ML: Unsupervised Learning
Introduction to Unsupervised Learning
Unsupervised learning is a machine learning approach where models learn from unlabeled data to uncover patterns and structures. Unlike supervised learning, which relies on labeled data, unsupervised learning identifies inherent groupings or anomalies within the dataset. This technique is widely used in fields like market segmentation, fraud detection, and recommendation systems.
K-Means Clustering
K-Means is a widely used clustering algorithm that partitions data into K clusters based on similarity.
- How It Works: K-Means initializes centroids randomly, assigns points to the nearest centroid, and iteratively updates centroids until convergence.
- Choosing the Right K: The optimal number of clusters can be determined using techniques like the Elbow Method and Silhouette Score.
- Implementation: K-Means is easily implemented using Scikit-learn for data analysis.
- Use Case: Customer segmentation in marketing helps businesses group customers based on purchasing behavior.
Hierarchical Clustering
Hierarchical clustering is a method of grouping data into a hierarchy of nested clusters.
- Types:
- Agglomerative: A bottom-up approach where each data point starts as its own cluster and merges progressively.

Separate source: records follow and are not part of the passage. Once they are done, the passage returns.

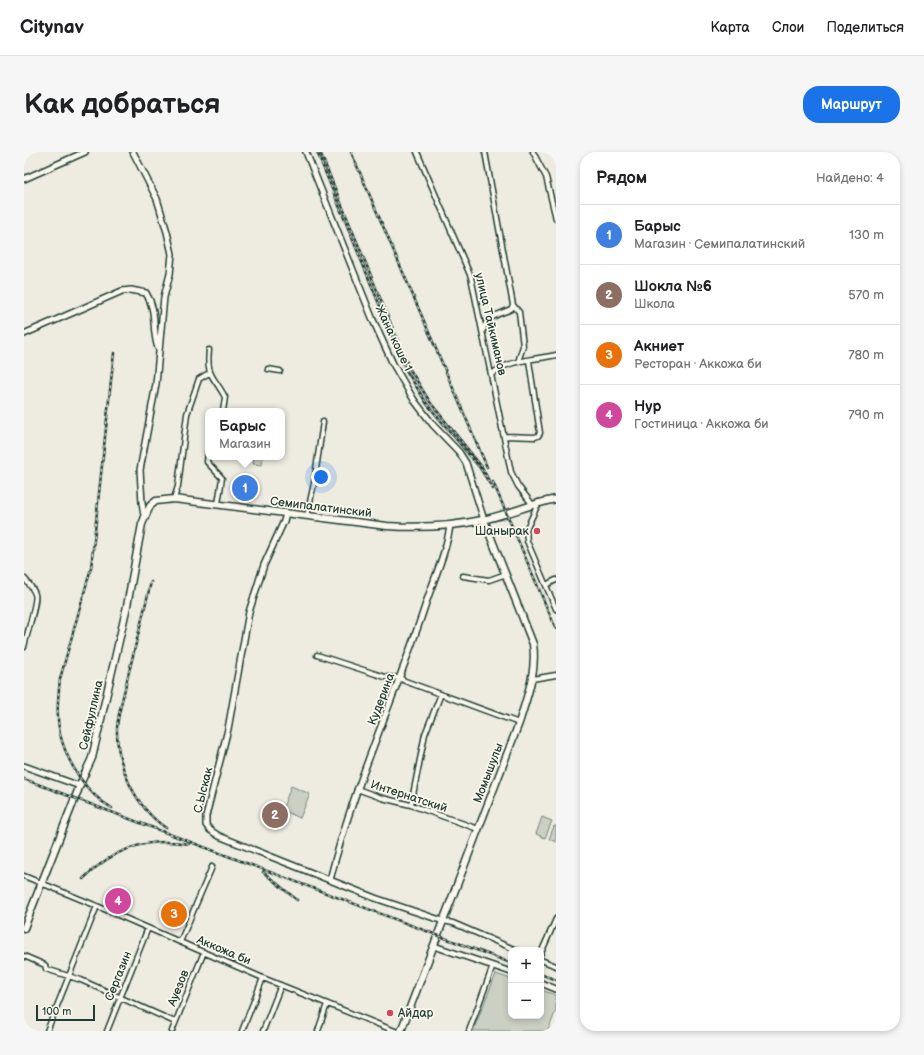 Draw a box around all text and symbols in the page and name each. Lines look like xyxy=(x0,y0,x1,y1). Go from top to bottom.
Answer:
text: Citynav xyxy=(20,16,84,39)
text: Карта xyxy=(710,19,750,36)
text: Слои xyxy=(772,19,804,36)
text: Поделиться xyxy=(826,19,904,36)
button: Маршрут xyxy=(803,86,900,123)
text: Как добраться xyxy=(24,88,221,121)
text: Рядом xyxy=(596,168,647,188)
text: Найдено: 4 xyxy=(816,170,884,186)
text: Барыс xyxy=(634,217,681,236)
text: 1 xyxy=(606,227,612,243)
text: 130 m xyxy=(849,227,884,243)
text: Магазин · Семипалатинский xyxy=(634,236,805,252)
street label: улица Тайкиманов xyxy=(471,271,510,378)
text: Шокла №6 xyxy=(634,277,712,296)
text: 2 xyxy=(605,287,613,303)
text: 570 m xyxy=(848,287,884,303)
text: Школа xyxy=(634,296,675,312)
street label: Жана коше 1 xyxy=(372,303,415,374)
text: Акниет xyxy=(634,337,684,356)
text: 3 xyxy=(605,347,613,363)
text: 780 m xyxy=(848,347,884,363)
text: Ресторан · Аккожа би xyxy=(634,356,762,372)
text: Нур xyxy=(634,397,662,416)
text: 4 xyxy=(605,407,613,423)
text: 790 m xyxy=(848,407,884,423)
popup xyxy=(205,408,285,460)
text: Гостиница · Аккожа би xyxy=(634,416,769,432)
text: Барыс xyxy=(219,417,266,436)
text: Магазин xyxy=(219,436,271,452)
your location xyxy=(311,467,331,487)
pin: 1 xyxy=(232,473,258,503)
street label: Семипалатинский xyxy=(269,494,373,521)
place label: Шанырак xyxy=(475,524,530,539)
marker: Шанырак xyxy=(532,526,542,536)
street label: Кудерина xyxy=(365,671,398,727)
street label: Сейфуллина xyxy=(76,679,107,752)
street label: Момышулы xyxy=(470,741,507,805)
street label: С.Ыскак xyxy=(191,765,217,815)
street label: Интернатский xyxy=(369,777,449,816)
pin: 2 xyxy=(262,800,288,830)
pin: 4 xyxy=(105,886,131,916)
pin: 3 xyxy=(161,899,187,929)
street label: Аккожа би xyxy=(193,932,253,969)
map controls xyxy=(508,947,544,1019)
button: + xyxy=(508,947,544,983)
street label: Сергазин xyxy=(102,949,135,1003)
street label: Ауезов xyxy=(164,967,193,1009)
button: − xyxy=(508,983,544,1019)
scale bar xyxy=(36,1003,95,1022)
text: 100 m xyxy=(42,1005,71,1018)
place label: Айдар xyxy=(397,1006,434,1021)
marker: Айдар xyxy=(385,1008,395,1018) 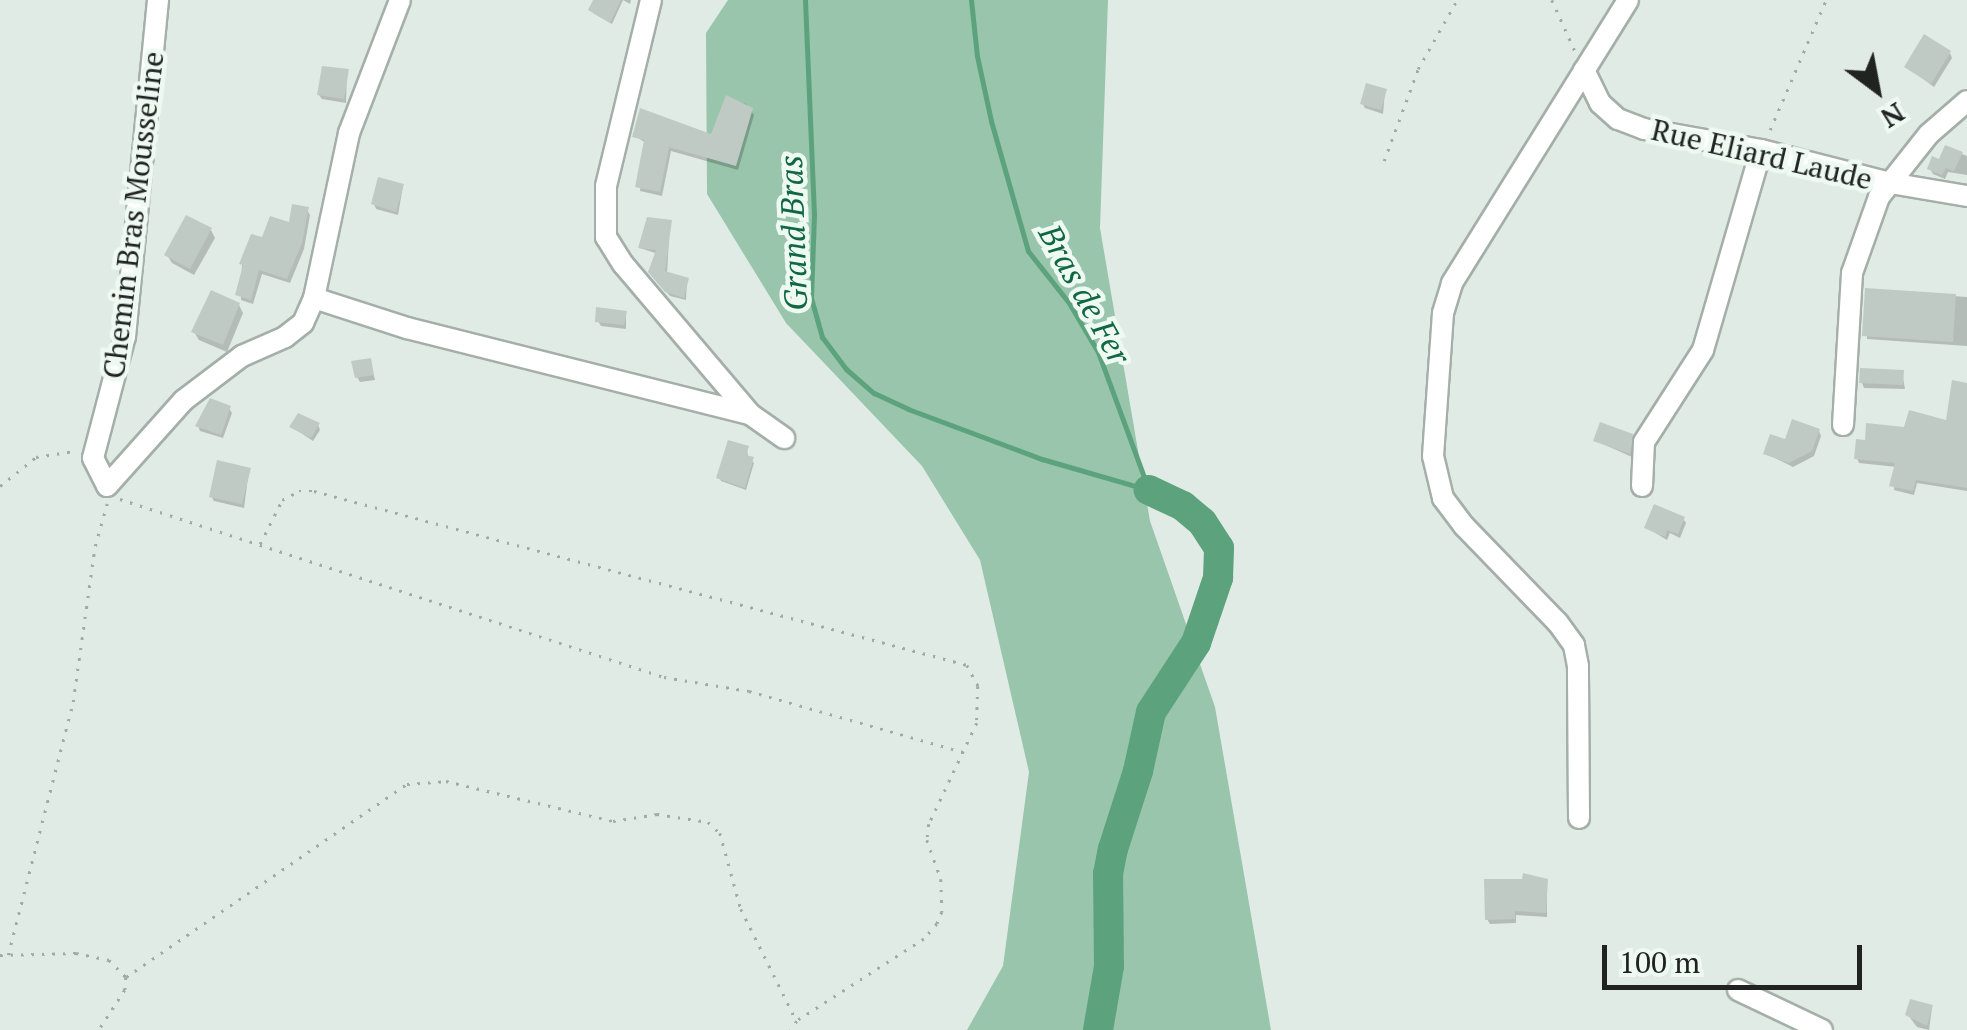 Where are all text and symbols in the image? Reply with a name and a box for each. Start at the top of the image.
north arrow [1827,40,1927,140]
street label: Chemin Bras Mousseline [95,49,171,381]
text: N [1874,95,1912,137]
street label: Rue Eliard Laude [1648,111,1876,197]
water label: Grand Bras [771,154,815,312]
water label: Bras de Fer [1031,218,1139,370]
scale bar [1607,925,1867,987]
text: 100 m [1619,942,1700,982]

- Divisive: A top-down approach where all data points start in a single cluster and split recursively.
- Dendrograms: A tree-like diagram that helps visualize cluster relationships and determine the optimal number of clusters.
- Implementation: Scikit-learn provides functions to apply hierarchical clustering.
- Use Case: Document clustering to organize similar text documents.
Principal Component Analysis (PCA) for Dimensionality Reduction
PCA is a technique for reducing the dimensionality of high-dimensional datasets while preserving variance.
- Why Use PCA? High-dimensional data can be difficult to visualize and computationally expensive. PCA projects data onto fewer dimensions while retaining key information.
- How It Works: PCA calculates eigenvectors and eigenvalues of the covariance matrix to identify principal components.
- Implementation: Scikit-learn simplifies PCA application.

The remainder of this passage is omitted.